On this page, I will run through the formatting of how I will review airlines and what everything I say about them means. Here is a table which resembles the ones that you will find on airline profiles.
|Founded||The year the airline was founded|
There are three main (and several smaller) airline alliances, in which airlines codeshare with other airlines in that alliance. They are basically just large groups of airlines that cooperate with each other. I will list all alliances and some of the major airlines in them. There are 3 big alliances which hold most of the major airlines, and several smaller alliances, which can be regional or airline-owned. Please note that airlines can be in more than one alliance at a time, although really the only case of that is Alitalia, which is both in Skyteam and also an Etihad Airways partner.
“Big 3” airline alliances
Star Alliance (United, Lufthansa, ANA, Air Canada, etc…)

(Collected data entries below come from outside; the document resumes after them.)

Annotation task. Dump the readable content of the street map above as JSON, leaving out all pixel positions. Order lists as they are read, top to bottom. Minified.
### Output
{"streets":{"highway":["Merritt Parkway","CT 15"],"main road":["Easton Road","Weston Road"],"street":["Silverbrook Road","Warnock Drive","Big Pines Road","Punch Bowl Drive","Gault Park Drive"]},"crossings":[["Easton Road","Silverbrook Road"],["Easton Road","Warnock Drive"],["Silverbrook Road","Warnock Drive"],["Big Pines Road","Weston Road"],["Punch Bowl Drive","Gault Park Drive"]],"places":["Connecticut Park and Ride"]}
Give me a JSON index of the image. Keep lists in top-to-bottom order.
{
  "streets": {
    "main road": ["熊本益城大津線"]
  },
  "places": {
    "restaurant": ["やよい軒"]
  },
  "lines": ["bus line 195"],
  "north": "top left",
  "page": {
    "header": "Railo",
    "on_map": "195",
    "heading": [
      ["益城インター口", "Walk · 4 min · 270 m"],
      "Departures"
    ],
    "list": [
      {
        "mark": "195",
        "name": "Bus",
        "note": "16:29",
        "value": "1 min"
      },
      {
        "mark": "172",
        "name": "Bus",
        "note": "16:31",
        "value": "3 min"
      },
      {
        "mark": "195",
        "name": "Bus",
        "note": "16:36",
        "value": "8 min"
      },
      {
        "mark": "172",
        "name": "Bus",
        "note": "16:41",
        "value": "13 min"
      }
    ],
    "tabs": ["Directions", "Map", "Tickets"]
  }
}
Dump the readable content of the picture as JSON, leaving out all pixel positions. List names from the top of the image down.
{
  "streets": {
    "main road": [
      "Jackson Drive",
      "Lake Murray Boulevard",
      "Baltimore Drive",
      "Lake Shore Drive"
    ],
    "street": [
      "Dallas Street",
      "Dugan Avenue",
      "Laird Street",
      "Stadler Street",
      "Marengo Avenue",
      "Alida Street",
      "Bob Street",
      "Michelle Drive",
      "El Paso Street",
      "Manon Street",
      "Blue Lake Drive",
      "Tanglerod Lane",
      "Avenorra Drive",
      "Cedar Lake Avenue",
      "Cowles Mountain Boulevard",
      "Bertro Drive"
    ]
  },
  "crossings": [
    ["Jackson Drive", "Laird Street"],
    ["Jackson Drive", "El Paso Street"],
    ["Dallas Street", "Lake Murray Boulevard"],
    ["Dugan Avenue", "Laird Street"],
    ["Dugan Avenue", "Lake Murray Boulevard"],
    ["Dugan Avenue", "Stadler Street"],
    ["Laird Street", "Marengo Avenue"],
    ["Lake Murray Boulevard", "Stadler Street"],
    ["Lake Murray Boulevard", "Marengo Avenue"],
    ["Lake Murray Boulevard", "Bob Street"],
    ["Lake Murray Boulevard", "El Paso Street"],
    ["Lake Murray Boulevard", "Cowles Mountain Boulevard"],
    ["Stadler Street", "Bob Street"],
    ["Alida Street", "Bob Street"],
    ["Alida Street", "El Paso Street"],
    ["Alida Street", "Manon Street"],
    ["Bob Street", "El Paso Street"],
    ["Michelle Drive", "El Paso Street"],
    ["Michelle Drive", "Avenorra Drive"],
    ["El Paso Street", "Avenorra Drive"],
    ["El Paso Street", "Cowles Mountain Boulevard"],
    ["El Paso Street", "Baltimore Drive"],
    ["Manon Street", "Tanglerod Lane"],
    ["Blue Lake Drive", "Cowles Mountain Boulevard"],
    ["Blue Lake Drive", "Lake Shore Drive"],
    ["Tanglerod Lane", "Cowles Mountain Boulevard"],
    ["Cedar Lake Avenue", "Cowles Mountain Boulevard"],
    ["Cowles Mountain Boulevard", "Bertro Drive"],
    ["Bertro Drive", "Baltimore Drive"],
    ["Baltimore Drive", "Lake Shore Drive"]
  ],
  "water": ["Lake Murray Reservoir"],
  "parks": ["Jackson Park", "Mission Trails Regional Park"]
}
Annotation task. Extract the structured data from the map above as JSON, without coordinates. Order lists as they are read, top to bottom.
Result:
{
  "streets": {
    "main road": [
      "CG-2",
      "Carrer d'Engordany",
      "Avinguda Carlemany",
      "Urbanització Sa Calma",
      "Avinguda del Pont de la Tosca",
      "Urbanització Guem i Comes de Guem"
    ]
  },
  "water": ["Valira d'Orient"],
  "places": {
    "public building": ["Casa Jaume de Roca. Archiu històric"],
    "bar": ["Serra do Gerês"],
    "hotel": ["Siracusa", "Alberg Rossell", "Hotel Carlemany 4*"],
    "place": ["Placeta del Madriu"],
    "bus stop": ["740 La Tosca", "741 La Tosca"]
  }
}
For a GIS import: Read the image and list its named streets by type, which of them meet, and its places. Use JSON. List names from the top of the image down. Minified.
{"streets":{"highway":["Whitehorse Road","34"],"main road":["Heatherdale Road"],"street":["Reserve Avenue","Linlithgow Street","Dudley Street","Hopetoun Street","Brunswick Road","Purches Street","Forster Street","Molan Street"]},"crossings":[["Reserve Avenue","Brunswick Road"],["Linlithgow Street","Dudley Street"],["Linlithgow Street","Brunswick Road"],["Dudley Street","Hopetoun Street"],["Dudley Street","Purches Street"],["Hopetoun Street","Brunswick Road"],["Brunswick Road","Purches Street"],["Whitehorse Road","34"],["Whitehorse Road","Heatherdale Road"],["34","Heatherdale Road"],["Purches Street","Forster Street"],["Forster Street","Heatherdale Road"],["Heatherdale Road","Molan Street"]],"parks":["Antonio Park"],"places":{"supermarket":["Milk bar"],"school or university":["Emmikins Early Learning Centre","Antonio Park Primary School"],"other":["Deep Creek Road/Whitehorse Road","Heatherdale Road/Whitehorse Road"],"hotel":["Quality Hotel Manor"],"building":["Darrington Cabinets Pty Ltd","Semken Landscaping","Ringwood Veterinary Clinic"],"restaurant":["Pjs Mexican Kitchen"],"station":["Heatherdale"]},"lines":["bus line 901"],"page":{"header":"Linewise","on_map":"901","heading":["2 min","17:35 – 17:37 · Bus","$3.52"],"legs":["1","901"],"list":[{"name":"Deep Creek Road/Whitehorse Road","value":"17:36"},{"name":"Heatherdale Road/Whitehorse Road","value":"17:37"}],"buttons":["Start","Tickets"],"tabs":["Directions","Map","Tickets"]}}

Skyteam (Delta, Air France, KLM, Aeromexico, etc…)
Oneworld (American, British Airways, Iberia, LATAM, etc…)
Etihad Airways Partners (Etihad, Jet Airways, Virgin Australia, Alitalia, etc…)
Vanilla Alliance (airlines in the Southwestern part of the Indian Ocean: Air Austral, Air Madagascar, Air Mauritius, Air Seychelles, etc…)
U-FLY Alliance (smaller airlines in Eastern Asia: HK Express, Lucky Air, Easter Jet, and a bunch of other airlines you may have never heard of)
Value Alliance (low-cost airlines in eastern Asia/Australia: Cebu Pacific, Scoot, Nok Air, Tigerair Australia, Vanilla air, etc…)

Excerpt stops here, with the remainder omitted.